3. PH due to Lung Diseases and/or Hypoxia (Group 3)

   • Chronic obstructive pulmonary disease
   • Interstitial lung disease
   • Sleep-disordered breathing
   • Alveolar hypoventilation disorders

4. Chronic Thromboembolic PH (CTEPH) and other Pulmonary Artery Obstructions (Group 4)

   • Chronic thromboembolic disease
   • Tumors, arteritis, congenital stenoses

5. PH with Unclear and/or Multifactorial Mechanisms (Group 5)

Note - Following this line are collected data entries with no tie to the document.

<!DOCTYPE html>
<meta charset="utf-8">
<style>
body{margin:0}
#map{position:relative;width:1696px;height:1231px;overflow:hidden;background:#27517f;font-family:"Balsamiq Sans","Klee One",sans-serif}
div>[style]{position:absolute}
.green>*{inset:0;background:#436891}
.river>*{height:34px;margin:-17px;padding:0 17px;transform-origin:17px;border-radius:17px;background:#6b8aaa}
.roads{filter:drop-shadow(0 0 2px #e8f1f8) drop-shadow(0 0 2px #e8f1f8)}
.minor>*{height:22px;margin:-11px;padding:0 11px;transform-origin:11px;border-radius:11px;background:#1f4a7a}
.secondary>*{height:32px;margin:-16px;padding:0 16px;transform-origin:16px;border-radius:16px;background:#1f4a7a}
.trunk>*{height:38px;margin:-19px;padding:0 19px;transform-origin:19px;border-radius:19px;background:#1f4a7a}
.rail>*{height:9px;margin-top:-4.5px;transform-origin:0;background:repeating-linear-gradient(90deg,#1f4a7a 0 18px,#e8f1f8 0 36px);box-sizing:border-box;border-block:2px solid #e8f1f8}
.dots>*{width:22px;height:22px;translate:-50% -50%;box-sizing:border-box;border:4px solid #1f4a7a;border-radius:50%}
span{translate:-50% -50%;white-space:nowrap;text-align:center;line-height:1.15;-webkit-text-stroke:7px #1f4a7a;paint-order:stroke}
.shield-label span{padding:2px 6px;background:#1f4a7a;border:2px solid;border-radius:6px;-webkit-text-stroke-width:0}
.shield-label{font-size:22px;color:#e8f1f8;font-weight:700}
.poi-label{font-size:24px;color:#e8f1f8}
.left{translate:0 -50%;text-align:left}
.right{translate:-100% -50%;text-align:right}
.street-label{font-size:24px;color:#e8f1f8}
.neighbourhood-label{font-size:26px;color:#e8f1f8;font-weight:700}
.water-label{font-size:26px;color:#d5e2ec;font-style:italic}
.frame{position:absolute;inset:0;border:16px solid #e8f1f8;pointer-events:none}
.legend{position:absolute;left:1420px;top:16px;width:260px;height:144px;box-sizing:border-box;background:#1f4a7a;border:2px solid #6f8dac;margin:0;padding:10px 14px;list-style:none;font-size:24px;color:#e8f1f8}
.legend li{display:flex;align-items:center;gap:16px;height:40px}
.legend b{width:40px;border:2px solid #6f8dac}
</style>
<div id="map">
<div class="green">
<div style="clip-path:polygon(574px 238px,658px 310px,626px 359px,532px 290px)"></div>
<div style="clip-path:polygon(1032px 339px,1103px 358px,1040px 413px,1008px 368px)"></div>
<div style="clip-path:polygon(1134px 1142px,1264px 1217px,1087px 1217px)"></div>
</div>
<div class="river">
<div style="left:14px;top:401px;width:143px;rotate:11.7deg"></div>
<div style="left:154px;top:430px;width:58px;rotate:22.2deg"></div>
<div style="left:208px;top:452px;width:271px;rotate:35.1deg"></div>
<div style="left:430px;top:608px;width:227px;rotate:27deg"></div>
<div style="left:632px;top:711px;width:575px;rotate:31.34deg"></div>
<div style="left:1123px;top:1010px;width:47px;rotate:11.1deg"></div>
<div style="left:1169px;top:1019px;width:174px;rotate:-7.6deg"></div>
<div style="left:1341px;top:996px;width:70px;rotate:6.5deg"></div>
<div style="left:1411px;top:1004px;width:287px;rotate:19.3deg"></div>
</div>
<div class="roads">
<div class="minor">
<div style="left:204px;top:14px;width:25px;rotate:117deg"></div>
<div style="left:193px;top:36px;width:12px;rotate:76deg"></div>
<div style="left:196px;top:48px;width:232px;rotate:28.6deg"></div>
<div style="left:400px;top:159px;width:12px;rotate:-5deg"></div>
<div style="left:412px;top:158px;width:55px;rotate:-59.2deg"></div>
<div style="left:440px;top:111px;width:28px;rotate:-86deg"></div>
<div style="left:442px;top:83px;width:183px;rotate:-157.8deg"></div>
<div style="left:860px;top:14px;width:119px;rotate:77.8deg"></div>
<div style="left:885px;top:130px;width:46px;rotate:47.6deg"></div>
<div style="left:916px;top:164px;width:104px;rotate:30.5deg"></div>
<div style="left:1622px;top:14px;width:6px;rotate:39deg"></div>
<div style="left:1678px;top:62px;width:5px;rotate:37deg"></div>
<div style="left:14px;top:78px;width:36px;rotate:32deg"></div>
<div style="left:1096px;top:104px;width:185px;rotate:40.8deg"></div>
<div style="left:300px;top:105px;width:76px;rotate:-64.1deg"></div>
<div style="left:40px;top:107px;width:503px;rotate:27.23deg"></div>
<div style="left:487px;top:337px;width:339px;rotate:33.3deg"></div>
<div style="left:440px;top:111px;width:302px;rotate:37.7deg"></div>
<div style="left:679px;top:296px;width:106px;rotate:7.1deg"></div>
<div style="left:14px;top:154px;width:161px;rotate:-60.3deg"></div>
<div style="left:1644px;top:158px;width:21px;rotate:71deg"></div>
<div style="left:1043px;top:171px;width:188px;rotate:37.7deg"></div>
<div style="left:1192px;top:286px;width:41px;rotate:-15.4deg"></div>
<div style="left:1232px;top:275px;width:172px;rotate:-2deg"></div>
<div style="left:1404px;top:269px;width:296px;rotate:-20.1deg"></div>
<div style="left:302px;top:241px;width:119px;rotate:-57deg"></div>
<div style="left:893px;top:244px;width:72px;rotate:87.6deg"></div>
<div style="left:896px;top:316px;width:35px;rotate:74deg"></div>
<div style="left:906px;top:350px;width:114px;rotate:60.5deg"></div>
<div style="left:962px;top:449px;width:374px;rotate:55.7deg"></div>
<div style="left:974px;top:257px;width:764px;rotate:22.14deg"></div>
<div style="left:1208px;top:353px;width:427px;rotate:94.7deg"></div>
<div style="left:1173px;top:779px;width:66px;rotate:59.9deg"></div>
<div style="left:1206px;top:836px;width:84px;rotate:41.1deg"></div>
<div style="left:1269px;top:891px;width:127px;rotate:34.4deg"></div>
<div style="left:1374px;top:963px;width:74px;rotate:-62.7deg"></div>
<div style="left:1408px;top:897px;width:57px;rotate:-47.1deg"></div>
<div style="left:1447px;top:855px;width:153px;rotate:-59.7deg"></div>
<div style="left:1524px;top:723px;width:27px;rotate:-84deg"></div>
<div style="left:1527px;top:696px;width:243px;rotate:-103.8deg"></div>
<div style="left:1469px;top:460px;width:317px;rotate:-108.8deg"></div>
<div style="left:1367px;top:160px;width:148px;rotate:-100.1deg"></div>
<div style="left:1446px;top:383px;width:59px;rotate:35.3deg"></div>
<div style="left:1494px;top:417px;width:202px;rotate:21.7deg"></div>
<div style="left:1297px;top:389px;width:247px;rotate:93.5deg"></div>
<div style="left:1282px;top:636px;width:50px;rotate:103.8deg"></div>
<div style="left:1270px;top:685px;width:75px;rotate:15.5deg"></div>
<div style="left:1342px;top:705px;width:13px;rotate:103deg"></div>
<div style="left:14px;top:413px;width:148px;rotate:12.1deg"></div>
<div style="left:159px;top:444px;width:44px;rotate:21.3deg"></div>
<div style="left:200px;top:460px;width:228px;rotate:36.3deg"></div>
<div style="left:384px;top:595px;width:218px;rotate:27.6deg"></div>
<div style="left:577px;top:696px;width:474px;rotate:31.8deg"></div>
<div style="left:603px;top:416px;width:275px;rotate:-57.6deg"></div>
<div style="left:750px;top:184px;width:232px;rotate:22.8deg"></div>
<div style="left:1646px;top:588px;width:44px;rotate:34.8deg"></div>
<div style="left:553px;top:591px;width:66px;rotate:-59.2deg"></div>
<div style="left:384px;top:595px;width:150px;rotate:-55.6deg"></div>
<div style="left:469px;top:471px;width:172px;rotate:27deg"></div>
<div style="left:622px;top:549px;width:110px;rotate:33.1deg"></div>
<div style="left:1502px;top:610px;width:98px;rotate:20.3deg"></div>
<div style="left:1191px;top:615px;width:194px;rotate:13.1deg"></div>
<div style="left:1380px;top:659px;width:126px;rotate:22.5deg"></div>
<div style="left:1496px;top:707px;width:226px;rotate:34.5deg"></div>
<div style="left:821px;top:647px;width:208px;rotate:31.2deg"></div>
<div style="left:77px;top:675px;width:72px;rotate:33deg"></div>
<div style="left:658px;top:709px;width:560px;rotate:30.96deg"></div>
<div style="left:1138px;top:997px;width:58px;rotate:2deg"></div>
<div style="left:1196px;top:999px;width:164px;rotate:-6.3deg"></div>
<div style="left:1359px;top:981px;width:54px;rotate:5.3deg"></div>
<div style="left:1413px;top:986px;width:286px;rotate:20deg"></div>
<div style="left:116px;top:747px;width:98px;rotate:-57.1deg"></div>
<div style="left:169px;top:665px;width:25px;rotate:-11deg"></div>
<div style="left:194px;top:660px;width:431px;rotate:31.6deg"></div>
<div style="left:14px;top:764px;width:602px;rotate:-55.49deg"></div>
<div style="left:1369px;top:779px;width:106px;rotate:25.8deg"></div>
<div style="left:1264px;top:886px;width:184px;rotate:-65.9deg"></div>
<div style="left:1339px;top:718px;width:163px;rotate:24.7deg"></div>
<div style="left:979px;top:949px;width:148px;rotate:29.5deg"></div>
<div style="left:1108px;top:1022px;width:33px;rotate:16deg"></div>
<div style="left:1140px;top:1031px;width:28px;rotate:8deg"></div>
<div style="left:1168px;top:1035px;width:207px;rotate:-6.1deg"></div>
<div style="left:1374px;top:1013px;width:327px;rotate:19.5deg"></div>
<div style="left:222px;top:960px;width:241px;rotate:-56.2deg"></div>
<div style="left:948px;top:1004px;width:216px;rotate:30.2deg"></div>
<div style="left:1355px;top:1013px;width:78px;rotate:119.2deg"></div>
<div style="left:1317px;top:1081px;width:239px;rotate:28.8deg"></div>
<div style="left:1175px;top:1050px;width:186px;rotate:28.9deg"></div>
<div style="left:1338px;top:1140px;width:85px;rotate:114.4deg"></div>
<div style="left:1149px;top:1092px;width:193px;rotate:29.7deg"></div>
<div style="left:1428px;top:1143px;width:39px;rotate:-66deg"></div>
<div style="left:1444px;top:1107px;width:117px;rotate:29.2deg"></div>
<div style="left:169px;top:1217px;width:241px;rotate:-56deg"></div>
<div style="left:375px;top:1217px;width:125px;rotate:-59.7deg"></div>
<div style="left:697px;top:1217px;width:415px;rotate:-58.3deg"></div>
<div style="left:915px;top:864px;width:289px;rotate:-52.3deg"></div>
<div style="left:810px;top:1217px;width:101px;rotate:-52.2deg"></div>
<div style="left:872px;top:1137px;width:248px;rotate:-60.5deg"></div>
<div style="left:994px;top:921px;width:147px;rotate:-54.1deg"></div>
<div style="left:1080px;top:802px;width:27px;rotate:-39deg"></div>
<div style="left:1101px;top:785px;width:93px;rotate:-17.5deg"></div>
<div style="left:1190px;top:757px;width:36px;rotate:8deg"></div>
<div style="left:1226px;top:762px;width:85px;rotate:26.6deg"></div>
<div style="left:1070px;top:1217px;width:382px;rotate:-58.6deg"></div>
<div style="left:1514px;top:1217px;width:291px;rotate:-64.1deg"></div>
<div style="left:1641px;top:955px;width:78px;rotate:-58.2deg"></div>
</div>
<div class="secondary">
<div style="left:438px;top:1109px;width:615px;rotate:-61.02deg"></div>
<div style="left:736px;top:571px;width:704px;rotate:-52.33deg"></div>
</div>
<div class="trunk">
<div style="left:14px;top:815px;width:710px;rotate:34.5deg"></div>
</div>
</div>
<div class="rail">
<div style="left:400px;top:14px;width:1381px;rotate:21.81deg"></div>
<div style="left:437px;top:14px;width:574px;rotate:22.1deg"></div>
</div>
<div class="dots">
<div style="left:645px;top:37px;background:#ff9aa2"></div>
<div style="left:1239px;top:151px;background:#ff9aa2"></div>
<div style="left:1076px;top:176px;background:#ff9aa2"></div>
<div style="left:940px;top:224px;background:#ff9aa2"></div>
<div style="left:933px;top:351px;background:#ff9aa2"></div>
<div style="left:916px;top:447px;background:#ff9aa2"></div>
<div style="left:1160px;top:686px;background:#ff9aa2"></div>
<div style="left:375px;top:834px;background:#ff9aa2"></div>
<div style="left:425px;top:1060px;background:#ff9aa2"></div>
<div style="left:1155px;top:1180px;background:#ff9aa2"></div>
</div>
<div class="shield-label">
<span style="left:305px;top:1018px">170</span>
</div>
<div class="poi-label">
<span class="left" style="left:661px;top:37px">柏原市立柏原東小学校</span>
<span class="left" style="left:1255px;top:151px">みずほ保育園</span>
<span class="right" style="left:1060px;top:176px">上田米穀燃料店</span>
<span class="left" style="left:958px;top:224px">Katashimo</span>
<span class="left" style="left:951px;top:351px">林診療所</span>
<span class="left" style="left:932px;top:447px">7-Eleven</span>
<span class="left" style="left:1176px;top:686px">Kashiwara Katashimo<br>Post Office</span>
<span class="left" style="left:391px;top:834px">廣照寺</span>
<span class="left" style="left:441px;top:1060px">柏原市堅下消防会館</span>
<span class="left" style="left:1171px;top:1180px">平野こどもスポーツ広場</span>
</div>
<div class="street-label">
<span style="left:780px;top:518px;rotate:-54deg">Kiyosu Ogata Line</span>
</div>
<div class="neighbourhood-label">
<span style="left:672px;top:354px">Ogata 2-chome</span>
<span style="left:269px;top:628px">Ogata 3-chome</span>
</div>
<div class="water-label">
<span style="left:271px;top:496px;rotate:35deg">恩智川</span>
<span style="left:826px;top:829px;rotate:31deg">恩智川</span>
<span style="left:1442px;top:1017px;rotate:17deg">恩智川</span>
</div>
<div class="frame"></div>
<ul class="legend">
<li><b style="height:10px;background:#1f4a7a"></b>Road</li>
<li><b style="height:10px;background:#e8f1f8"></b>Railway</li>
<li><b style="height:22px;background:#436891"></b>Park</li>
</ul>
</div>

   • Hematological disorders
   • Systemic disorders (sarcoidosis, etc.)
   • Metabolic disorders
   • Others 1, 3

Hemodynamic Definitions

PH is further categorized based on hemodynamic parameters:

• Pre-capillary PH: mPAP >20 mmHg, PAWP ≤15 mmHg, PVR ≥3 Wood units (Groups 1,3,4,5)
• Isolated post-capillary PH: mPAP >20 mmHg, PAWP >15 mmHg, PVR <3 Wood units (Groups 2,5)
• Combined pre- and post-capillary PH: mPAP >20 mmHg, PAWP >15 mmHg, PVR ≥3 Wood units (Groups 2,5) 3, 2

Pathophysiology

Pulmonary hypertension involves multiple pathogenic mechanisms:

• Vasoconstrictor/vasodilator imbalance
• Imbalance between proliferation and apoptosis favoring proliferation
• Vascular remodeling with medial hypertrophy, intimal proliferation, and adventitial thickening
• Thrombosis in situ
• Inflammation 3

Key molecular pathways involved include:

• Nitric oxide pathway
• Endothelin-1 pathway
• Prostacyclin pathway
• Activin/bone morphogenetic protein pathway 3

Clinical Presentation

The most common symptoms include:

• Exertional dyspnea (most common)
• Fatigue
• Palpitations
• Angina
• Peripheral edema
• Hepatomegaly
• Ascites
• Syncope
• Rarely, unilateral vocal cord paralysis 1, 4

As the disease progresses, signs of right heart failure become more prominent.

Diagnosis

Diagnosis of PH follows a stepwise approach:

1. Clinical suspicion based on symptoms, risk factors, and physical examination
2. Non-invasive screening with echocardiography
3. Confirmation with right heart catheterization (RHC) - the gold standard for diagnosis
4. Classification based on etiology to guide treatment 3, 2

Important diagnostic tests:

• Echocardiography (initial screening)
• Ventilation-perfusion scanning (crucial to exclude CTEPH)
• Pulmonary function tests
• CT scan of the chest
• Right heart catheterization (definitive diagnosis) 3

Treatment

Treatment approaches differ based on PH classification:

1. For PAH (Group 1):

   • PAH-specific therapies targeting three main pathways:
     • Prostacyclin pathway (epoprostenol, treprostinil, iloprost)
     • Endothelin receptor antagonists
     • Phosphodiesterase-5 inhibitors
   • Current guidelines favor upfront or sequential combination therapy 3, 5

2. For PH due to Left Heart Disease (Group 2):

   • Treatment of underlying left heart disease
   • PAH-specific therapies may be harmful 3

3. For PH due to Lung Diseases (Group 3):

   • Optimization of respiratory management
   • Oxygen therapy when indicated 3

4. For CTEPH (Group 4):

   • Pulmonary endarterectomy for eligible patients
   • Riociguat for inoperable cases 3

5. For Group 5 PH:

   • Address underlying condition 3

Prognosis

Prognosis varies by PH group and severity:

• PAH has approximately 15% mortality within 1 year even with modern therapy 3
• Higher mPAP values correlate with increased mortality risk regardless of PH group 3
• The presence of right ventricular dysfunction significantly worsens prognosis 3, 4

Important Considerations and Pitfalls

1. Avoid using PAH-specific therapies in non-PAH forms of PH, especially in PH due to left heart disease, as this can be harmful 3

2. Do not rely solely on echocardiography for diagnosis without confirmatory right heart catheterization, as this can lead to misclassification 3, 2

3. Always perform ventilation-perfusion scanning to avoid missing potentially treatable CTEPH 3

4. Consider the possibility of combined pre- and post-capillary PH in patients with left heart disease 3

5. Recognize that diagnostic delay remains a significant issue in PH, with symptoms often attributed to more common conditions 1

Pulmonary hypertension represents a spectrum of diseases with varying etiologies but similar hemodynamic consequences. Accurate classification is essential for appropriate treatment selection and optimal patient outcomes.